**TASK BRIEF:** Copy, from the listing, every line in which the string "canvas" is present.
[[ LISTED ENTRIES, beginning ]]
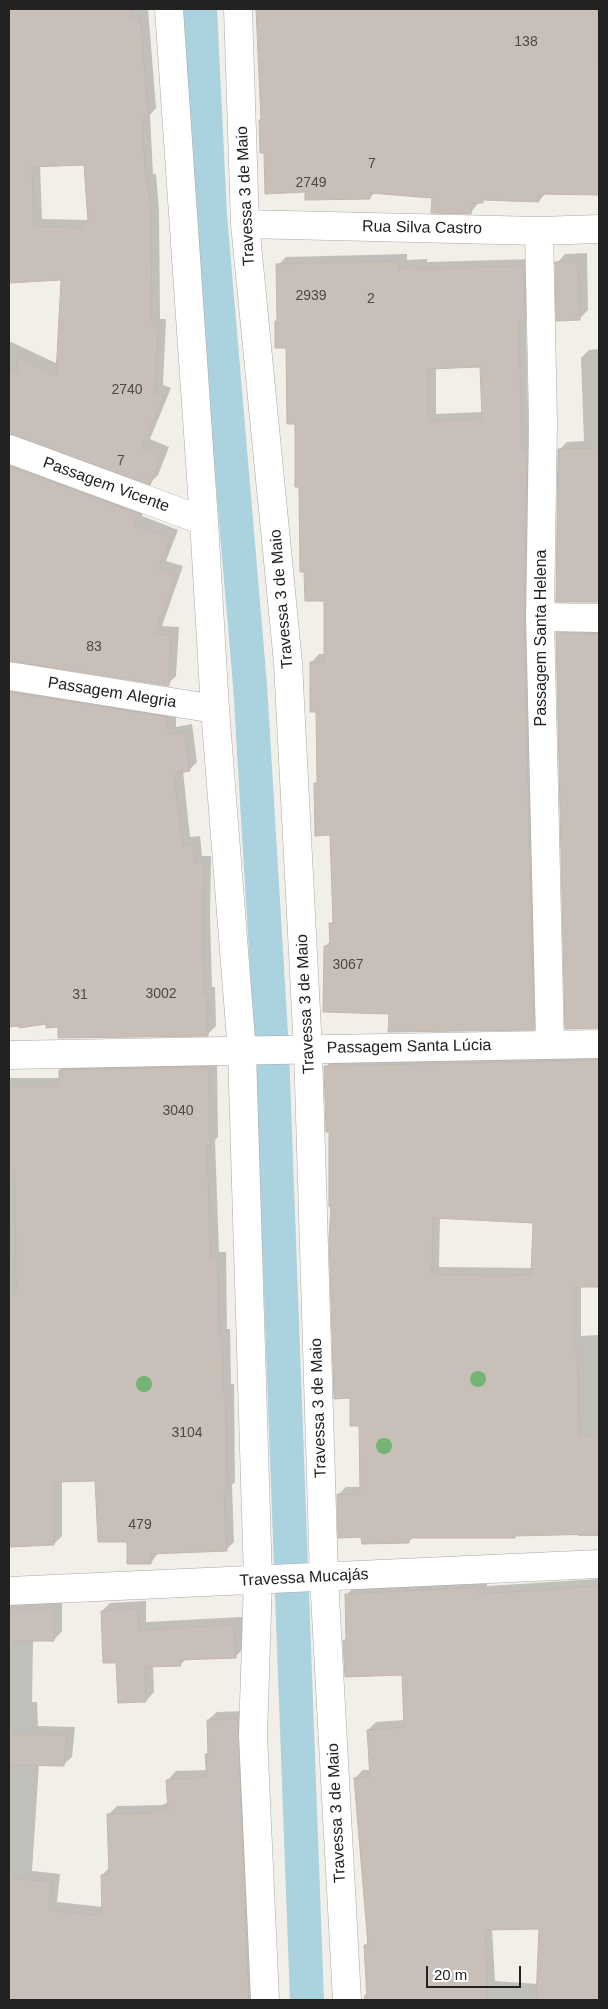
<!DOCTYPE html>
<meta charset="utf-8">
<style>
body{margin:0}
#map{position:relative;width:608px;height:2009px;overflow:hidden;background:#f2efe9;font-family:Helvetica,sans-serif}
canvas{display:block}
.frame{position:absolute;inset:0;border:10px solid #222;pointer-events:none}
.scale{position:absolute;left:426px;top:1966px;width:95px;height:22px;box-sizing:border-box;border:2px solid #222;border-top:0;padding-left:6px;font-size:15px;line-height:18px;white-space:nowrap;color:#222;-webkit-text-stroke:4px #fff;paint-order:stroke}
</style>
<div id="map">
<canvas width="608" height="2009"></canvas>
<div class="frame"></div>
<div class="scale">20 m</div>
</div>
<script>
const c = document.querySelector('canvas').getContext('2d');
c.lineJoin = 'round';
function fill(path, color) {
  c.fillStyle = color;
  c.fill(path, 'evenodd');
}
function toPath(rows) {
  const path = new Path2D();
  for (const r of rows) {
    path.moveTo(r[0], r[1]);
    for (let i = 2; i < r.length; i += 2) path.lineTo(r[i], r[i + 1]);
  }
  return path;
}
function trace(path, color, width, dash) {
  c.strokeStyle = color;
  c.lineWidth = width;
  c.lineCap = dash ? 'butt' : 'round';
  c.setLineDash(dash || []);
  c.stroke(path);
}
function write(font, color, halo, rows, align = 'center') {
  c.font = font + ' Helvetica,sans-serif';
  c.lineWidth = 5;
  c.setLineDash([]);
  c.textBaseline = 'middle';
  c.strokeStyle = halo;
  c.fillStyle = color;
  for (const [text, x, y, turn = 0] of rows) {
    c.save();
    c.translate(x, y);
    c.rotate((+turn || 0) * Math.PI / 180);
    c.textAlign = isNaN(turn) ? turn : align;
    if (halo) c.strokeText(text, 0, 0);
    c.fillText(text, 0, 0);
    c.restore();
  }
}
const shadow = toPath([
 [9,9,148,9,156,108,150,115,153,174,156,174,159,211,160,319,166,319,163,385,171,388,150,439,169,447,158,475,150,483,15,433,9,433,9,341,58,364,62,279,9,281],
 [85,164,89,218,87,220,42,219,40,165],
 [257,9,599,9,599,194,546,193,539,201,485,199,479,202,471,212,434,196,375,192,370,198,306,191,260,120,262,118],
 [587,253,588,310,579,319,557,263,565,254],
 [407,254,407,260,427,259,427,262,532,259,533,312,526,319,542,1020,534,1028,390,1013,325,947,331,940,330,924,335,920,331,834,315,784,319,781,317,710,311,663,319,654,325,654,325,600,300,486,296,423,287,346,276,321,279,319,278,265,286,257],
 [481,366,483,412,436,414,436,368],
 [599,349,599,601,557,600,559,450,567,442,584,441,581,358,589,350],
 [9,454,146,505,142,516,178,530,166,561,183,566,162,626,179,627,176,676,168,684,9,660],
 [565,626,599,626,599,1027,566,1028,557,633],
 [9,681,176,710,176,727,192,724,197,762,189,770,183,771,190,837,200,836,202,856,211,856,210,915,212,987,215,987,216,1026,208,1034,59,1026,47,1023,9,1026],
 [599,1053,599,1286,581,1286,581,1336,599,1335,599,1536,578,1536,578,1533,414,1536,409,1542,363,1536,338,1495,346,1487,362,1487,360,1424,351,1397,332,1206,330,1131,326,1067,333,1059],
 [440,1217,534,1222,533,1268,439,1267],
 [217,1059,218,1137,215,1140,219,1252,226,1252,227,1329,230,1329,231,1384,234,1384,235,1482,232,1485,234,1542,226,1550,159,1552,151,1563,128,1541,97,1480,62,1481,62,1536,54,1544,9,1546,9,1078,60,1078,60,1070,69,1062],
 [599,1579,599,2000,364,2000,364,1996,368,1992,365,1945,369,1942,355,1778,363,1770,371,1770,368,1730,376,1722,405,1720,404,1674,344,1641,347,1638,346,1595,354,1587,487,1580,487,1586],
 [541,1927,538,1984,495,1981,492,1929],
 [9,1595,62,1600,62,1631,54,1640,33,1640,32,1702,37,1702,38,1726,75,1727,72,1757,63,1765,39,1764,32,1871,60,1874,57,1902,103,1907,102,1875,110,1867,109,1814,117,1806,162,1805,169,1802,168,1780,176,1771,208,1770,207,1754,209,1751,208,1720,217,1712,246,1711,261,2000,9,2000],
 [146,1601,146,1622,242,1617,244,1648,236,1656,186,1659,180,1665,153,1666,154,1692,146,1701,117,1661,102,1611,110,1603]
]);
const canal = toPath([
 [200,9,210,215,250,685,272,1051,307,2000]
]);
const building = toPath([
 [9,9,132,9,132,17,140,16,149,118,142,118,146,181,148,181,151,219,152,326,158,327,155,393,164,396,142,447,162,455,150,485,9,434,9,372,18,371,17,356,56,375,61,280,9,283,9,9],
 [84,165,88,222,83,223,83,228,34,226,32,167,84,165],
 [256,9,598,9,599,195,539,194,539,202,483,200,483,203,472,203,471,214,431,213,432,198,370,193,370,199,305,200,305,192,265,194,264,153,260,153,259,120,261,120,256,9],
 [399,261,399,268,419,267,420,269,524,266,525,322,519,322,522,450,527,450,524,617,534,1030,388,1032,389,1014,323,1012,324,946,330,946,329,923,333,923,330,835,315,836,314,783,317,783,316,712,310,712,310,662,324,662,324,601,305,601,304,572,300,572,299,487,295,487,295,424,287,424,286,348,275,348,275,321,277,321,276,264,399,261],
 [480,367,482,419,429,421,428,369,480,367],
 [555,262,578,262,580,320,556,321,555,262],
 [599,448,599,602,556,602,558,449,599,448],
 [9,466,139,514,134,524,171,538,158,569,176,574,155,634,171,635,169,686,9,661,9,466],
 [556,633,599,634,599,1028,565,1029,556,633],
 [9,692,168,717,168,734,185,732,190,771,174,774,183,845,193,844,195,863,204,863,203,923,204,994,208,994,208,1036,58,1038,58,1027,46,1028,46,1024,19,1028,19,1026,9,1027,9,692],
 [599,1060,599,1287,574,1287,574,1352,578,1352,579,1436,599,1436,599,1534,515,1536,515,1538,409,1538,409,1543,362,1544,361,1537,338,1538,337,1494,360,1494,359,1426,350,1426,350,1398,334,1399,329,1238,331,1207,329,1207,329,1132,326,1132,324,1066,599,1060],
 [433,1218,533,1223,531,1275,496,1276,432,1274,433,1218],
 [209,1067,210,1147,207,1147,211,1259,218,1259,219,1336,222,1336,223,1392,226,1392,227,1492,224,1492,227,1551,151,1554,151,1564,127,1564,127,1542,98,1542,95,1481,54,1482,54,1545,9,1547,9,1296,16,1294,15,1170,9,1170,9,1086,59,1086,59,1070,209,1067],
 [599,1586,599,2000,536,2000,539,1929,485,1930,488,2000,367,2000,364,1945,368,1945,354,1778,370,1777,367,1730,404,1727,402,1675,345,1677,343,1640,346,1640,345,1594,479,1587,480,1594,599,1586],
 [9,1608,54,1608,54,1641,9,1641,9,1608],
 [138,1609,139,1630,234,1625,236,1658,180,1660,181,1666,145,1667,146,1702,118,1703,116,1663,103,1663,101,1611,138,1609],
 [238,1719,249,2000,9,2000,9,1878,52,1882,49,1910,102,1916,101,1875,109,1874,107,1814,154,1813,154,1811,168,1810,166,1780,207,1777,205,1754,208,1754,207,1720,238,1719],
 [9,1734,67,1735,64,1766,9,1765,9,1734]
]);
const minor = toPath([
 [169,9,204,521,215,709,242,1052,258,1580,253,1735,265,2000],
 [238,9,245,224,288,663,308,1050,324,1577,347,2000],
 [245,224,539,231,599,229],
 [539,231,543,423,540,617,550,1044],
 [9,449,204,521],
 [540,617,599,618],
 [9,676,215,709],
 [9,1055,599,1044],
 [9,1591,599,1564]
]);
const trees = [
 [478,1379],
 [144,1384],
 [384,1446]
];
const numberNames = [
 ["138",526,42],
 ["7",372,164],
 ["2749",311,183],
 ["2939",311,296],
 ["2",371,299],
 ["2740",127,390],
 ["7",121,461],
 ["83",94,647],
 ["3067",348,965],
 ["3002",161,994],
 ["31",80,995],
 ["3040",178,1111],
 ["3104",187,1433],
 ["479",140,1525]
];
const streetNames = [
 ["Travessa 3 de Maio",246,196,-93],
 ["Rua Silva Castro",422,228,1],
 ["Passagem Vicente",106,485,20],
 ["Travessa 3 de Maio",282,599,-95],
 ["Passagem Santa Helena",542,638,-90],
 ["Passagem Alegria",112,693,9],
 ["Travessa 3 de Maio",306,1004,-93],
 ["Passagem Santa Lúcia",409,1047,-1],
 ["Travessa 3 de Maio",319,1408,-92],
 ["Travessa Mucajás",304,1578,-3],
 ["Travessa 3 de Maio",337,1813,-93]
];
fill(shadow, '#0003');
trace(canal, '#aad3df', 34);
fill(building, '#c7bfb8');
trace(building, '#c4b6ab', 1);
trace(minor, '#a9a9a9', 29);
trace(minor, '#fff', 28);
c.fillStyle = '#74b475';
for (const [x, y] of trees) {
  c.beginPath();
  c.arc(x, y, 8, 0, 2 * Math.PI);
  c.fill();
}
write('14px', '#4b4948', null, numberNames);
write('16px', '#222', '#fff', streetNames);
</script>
[[ LISTED ENTRIES, end ]]
**SOLUTION TO THIS EXERCISE:**
canvas{display:block}
<canvas width="608" height="2009"></canvas>
const c = document.querySelector('canvas').getContext('2d');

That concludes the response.